Long time readers will know that I’ve long held the belief that OSX and iOS were bound to merge at some point in the future. For me the reasons for thinking this are wide and varied, but it is most easily seen in ever vanishing delineation between the two hardware lines that support them. The iPad Pro was the last volley that iOS launched against its OSX brethren and, for me, was the concrete proof that Apple was looking to merge the two product lines once and for all. Some recent off-hand remarks from CEO Tim Cook convinced many of my line of thinking, enough so that Tim Cook has come out saying that Apple won’t be developing a converged Mac/iPad device.

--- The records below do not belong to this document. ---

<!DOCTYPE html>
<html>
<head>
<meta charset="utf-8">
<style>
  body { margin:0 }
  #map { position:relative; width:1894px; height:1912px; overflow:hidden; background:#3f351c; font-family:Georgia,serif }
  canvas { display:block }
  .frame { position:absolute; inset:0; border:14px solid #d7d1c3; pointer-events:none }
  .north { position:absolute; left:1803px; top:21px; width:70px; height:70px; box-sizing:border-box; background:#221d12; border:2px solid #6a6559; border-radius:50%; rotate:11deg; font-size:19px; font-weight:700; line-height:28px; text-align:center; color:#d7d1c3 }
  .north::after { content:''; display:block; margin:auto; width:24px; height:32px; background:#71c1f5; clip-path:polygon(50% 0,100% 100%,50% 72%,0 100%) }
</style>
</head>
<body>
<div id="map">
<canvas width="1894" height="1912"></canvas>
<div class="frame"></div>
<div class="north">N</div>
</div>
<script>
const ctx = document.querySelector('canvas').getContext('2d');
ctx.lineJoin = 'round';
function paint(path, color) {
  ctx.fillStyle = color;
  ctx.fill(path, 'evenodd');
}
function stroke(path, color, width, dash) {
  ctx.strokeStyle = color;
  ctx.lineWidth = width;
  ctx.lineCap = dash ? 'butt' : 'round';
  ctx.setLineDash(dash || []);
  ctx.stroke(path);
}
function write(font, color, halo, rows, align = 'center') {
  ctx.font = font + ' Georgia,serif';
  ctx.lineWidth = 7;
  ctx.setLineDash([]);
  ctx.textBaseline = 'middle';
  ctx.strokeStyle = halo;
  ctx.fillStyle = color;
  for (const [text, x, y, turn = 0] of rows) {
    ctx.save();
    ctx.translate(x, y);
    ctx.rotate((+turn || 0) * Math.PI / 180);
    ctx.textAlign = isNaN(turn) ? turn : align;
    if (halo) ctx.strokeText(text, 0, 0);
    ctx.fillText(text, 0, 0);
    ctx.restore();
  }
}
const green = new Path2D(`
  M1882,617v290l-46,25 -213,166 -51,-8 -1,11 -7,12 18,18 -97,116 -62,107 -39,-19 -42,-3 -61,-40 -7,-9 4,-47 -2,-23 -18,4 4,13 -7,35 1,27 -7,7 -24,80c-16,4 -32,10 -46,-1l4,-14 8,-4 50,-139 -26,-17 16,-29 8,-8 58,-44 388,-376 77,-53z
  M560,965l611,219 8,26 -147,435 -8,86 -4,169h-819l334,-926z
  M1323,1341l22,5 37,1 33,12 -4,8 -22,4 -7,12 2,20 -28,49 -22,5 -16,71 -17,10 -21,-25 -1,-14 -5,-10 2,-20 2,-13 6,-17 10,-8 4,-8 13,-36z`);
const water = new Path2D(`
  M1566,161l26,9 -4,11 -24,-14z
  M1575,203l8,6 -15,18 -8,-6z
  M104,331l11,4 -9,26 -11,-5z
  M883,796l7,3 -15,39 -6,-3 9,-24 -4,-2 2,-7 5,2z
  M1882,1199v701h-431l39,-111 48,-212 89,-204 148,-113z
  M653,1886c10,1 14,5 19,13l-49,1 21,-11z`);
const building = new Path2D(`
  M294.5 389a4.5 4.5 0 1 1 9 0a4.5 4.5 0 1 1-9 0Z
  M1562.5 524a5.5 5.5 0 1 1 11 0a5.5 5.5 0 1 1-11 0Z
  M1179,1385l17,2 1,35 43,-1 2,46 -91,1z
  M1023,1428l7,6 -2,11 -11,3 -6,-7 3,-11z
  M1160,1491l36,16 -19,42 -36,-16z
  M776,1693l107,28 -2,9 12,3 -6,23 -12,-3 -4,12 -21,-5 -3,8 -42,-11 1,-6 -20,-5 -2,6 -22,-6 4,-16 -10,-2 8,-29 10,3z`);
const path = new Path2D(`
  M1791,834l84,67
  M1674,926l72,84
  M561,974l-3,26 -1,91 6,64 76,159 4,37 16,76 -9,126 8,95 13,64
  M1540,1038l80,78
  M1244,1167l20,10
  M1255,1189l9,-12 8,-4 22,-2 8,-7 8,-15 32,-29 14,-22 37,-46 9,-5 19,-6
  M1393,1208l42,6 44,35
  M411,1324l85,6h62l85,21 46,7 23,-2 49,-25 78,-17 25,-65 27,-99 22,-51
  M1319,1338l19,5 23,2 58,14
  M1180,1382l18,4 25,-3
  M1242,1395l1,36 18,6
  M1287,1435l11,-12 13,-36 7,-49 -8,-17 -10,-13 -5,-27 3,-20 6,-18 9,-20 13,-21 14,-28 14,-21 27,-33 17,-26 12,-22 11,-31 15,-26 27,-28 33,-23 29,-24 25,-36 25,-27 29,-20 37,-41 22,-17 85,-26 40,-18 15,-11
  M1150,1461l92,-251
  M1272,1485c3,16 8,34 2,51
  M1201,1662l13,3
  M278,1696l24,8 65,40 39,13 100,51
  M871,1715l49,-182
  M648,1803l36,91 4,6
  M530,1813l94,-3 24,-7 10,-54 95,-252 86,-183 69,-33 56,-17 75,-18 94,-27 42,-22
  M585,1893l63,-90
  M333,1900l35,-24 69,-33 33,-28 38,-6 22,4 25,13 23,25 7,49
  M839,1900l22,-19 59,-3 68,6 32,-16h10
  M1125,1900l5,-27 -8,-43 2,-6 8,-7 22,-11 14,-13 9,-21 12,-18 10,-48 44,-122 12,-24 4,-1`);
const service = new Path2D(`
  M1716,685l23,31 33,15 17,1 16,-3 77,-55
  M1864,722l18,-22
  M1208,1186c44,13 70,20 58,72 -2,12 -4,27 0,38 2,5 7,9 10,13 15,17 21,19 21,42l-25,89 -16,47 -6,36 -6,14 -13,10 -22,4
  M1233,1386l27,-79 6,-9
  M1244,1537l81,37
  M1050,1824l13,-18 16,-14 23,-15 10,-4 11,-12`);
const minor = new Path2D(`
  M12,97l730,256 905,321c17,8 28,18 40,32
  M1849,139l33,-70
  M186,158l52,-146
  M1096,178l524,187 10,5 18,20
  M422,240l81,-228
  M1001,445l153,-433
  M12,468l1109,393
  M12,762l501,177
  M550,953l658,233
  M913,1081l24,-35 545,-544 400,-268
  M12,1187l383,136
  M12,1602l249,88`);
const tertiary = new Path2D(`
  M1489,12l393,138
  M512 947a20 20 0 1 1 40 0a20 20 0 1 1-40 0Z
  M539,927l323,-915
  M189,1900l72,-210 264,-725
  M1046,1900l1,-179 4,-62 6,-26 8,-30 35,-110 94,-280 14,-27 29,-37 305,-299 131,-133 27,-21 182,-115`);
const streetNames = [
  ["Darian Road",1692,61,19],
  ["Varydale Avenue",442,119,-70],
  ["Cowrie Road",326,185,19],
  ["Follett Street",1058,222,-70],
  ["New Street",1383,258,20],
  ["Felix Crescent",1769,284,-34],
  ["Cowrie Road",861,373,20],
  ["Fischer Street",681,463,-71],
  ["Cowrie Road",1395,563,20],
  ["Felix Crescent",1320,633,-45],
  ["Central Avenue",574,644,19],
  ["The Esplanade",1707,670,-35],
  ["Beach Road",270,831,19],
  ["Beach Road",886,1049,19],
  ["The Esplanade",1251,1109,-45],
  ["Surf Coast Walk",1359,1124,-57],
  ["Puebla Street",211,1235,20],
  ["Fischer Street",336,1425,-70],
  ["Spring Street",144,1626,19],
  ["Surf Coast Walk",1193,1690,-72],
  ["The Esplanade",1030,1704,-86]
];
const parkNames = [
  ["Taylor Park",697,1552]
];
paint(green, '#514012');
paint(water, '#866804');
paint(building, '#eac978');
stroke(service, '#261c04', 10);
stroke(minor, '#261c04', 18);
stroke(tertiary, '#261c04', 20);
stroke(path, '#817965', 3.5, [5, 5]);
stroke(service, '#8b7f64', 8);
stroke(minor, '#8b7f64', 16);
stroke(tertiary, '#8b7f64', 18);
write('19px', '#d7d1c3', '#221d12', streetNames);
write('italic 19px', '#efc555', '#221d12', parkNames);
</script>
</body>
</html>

That statement probably shouldn’t come as much of surprise given that Cook called the Surface Book “deluded” just under a week ago. Whilst I can understand that it’s every CEO’s right to have a dig at the competition the commentary from Cook does seem a little naive in this regard. The Surface has shown that there’s a market for a tablet-first laptop hybrid and there’s every reason to expect a laptop first tablet hybrid will meet similar success. Indeed the initial reactions to the Surface Book are overwhelmingly positive so Cook might want to reconsider the rhetoric he’s using on this, especially if they ever start eyeing off creating a competing device like they did with the iPad Pro.
The response about non-convergence though is an interesting one. Indeed, as Windows 8 showed, spanning a platform between all types of devices can lead to a whole raft of compromises that leaves nobody happy. However Microsoft has shown that it can be done right with Windows 10 and the Surface Book is their chief demonstrator of how a converged system can work. By distancing himself from the idea that the platforms will never meet in the middle, apart from the handful of integration services that work across both platforms, Cook limits the potential synergy that can be gained from such integration.
At the same time I get the feeling that the response might have be born out of the concern he stirred up with his previous comment about not needing a PC any more. He later clarified that as not needing a PC that’s not a Mac since they are apparently not Personal Computers. For fans of the Mac platform this felt like a clear signal that Apple feels PCs are an also ran, something that they keep going in order to endear brand loyalty more than anything else. When you look at the size of the entire Mac business compared to the rest of Apple it certainly looks that way with it making less than 10% of the company’s earnings. For those who use OSX as their platform for creation the consternation about it going away is a real concern.
As you can probably tell I don’t entirely believe Tim Cook’s comments on this matter. Whilst no company would want to take an axe to a solid revenue stream like the Mac platform the constant blurring of the lines between the OSX and iOS based product lines makes the future for them seem inevitable. It might not come as a big bang with the two wed in an unholy codebase marriage but over time I feel the lines between what differentiates either product line will be so blurred as to be meaningless. Indeed if the success of Microsoft’s Surface line is anything to go by Apple may have their hand forced in this regard, something that few would have ever expected to see happen to a market leader like Apple.